By Simon Evans
LONDON (Reuters) - This time last year Gilles Muller was an unheralded 33-year-old journeyman from Luxembourg without a single title on the ATP Tour.
One of the many men who travel the world, playing in the less noticed tournaments, picking up the more modest appearance fees, Muller's record and age suggested he would end his career as barely a footnote in the annals of the sport.
His second round appearance at the All England Club last year was barely noticed, understandably for a player who had made the last eight at a grand slam event just once in his career - at the U.S. Open in 2008.
On Monday though, the left-hander produced one of the most memorable upsets in the history of Wimbledon -- beating 15-times grand slam winner Rafa Nadal in an astonishing 6-3 6-4 3-6 4-6 15-13 battle that lasted four hours and 48 minutes.
Muller puts his delayed emergence down to a 2013 elbow injury that, almost threatened his career, kept him off the courts and let him work on fitness and other aspects of his game.
"This is definitely the biggest victory since then, since I came back, especially at that stage of a grand slam, playing one of the guys who is dominating the tennis this year again. Definitely the biggest win," he said.
"Since 2014 when I came back, I'm able to play full seasons without any breaks during the season. I have a lot of confidence in my body now, which I didn't have before.
"All this is changing a lot for me. For sure that has been the key for me in the last few years, to be that successful."
While viewed as a grasscourt specialist, he can be an awkward opponent with his fondness for old-school serve-and-volley play.
Although he had beaten Nadal 12 years ago at Wimbledon, few gave him a chance on Monday against the fourth seed and French Open champion.
But Muller has risen up the rankings this year, capturing his first two titles on the tour, in Sydney earlier this year and then on grass at Den Bosch in the lead up to Wimbledon.
He is ranked 26th in the world but his comfort on grass earned him a 16th seed at Wimbledon -- a placing that he has more than justified.
Cool to the point of being emotionless, Muller coped with giving up a two-set lead to the Spaniard and then continued, unruffled, through the marathon two hours 15 minutes final set before finally sealing victory.
Muller had been unable to take advantage of four match points prior to the decisive game and when he finally clinched victory, the calmness he had shown throughout the match remained.

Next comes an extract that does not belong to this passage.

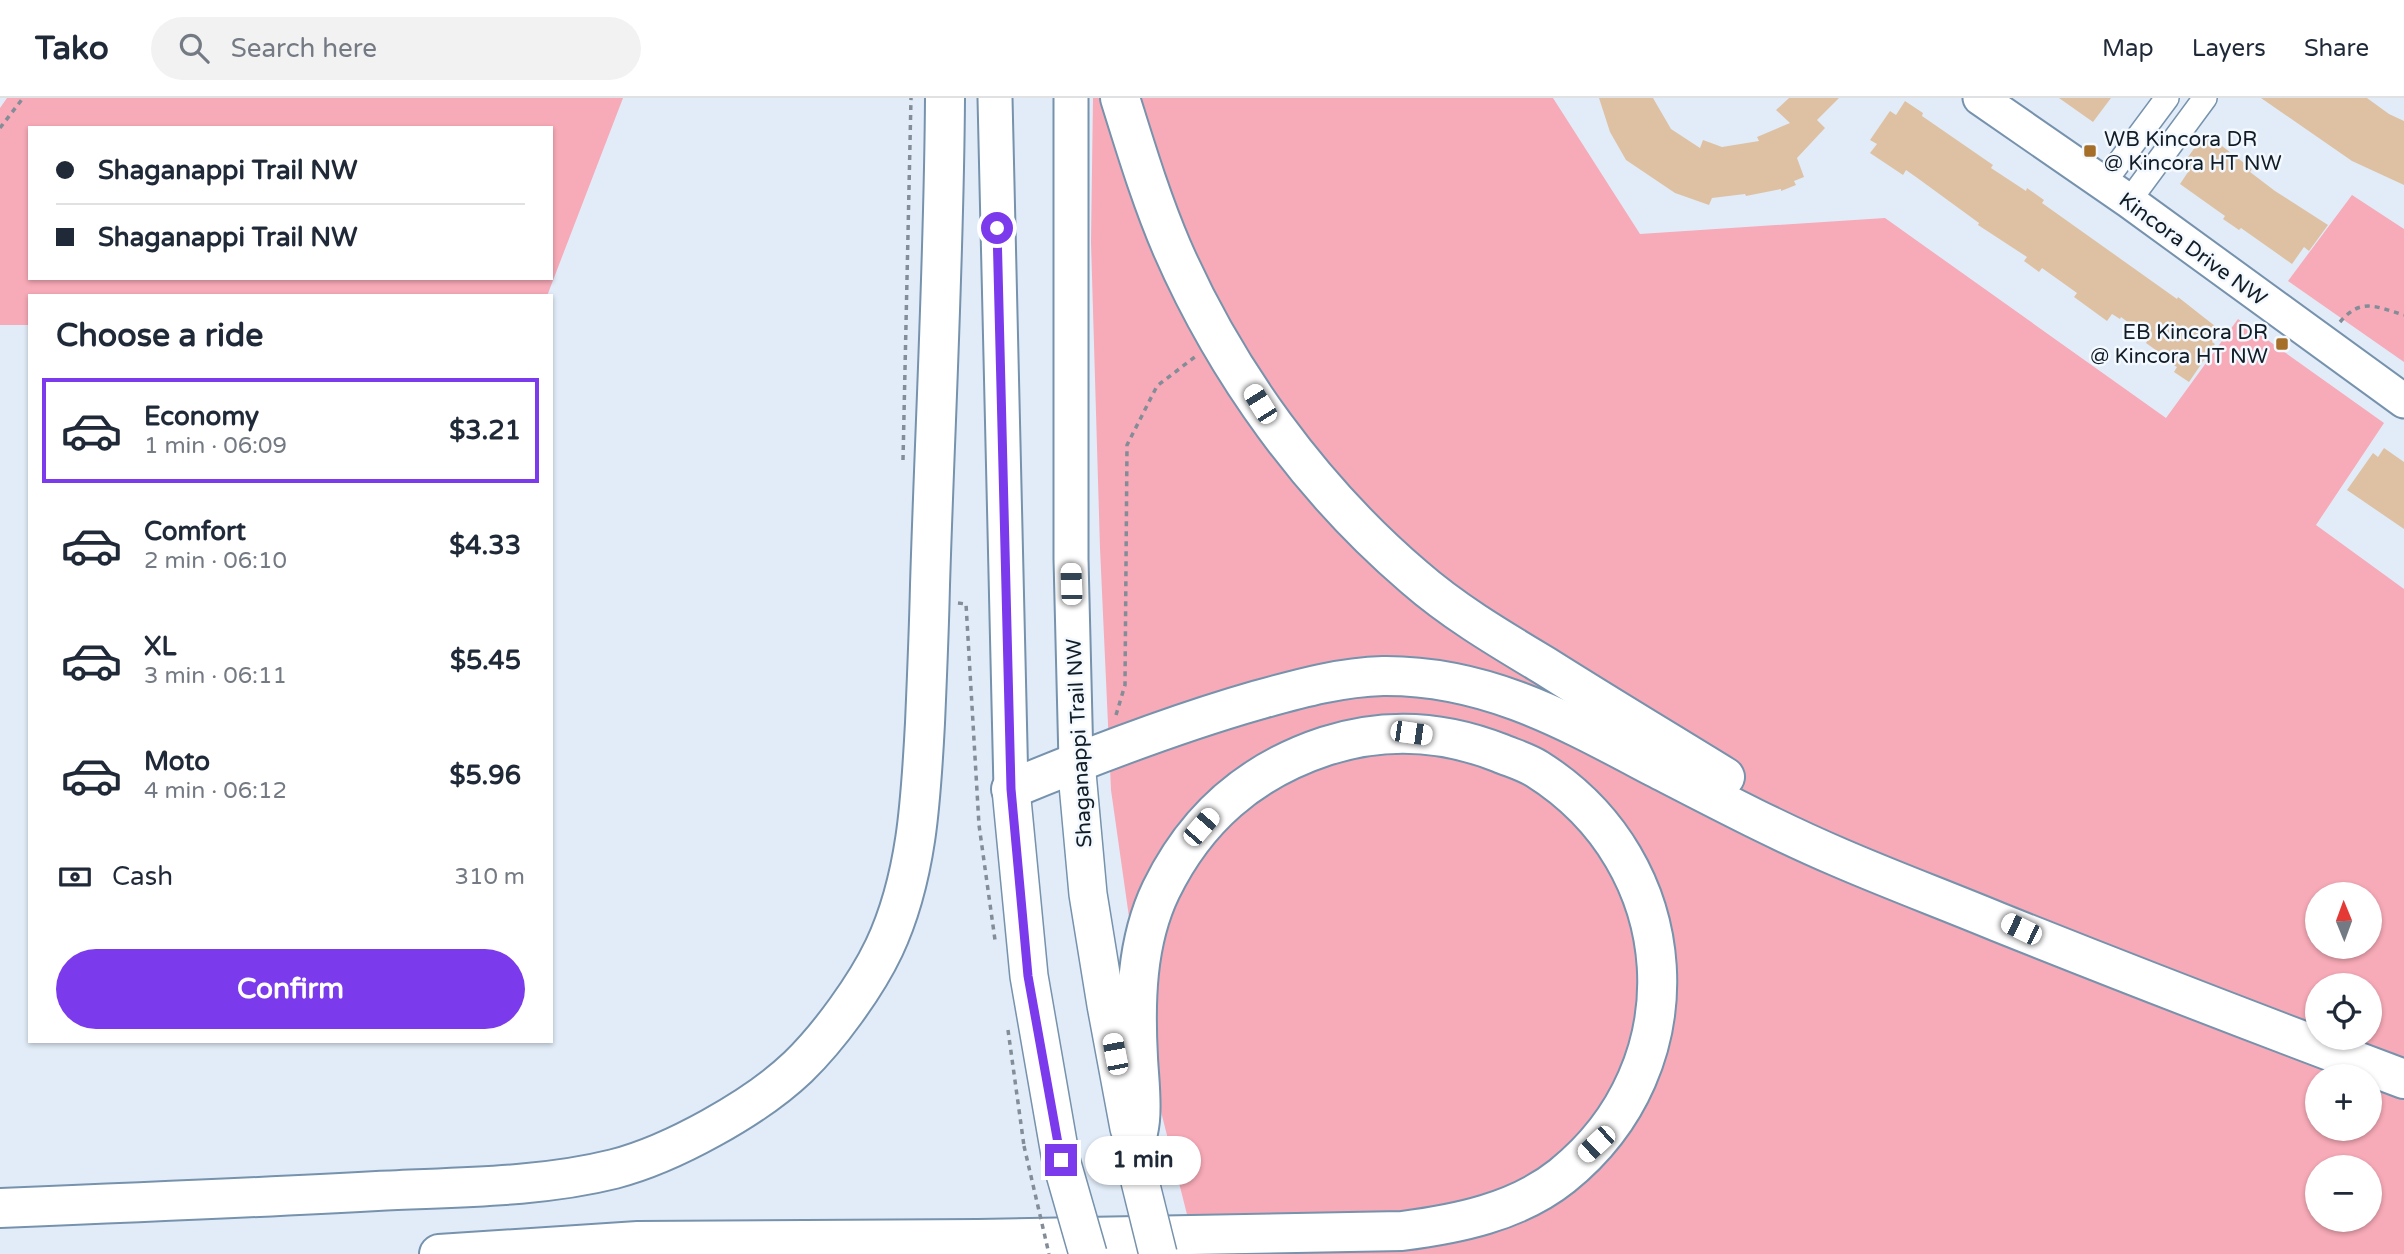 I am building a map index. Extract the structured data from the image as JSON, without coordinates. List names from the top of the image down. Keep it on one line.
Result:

"A lot of relief. I had those match points before. I mean, the noise the crowd made every time he saved a match point was just massive," he said.
"So at that moment ... in my head I was thinking, 'We have to finish this now or otherwise we're going to come back tomorrow'. I knew it was going to be maybe another 10, 15 more minutes maximum.
"Just a lot of relief to finally get it done."
Next up for Muller is seventh-seeded Croatian Marin Cilic, who beat him on grass last month in the semi-finals at Queen's Club.
"It's going to be a tough match, for sure," said Muller.
Maybe but after Monday's magnificent heroics, who would bet against the man from Schifflange, population 9,332, producing another upset?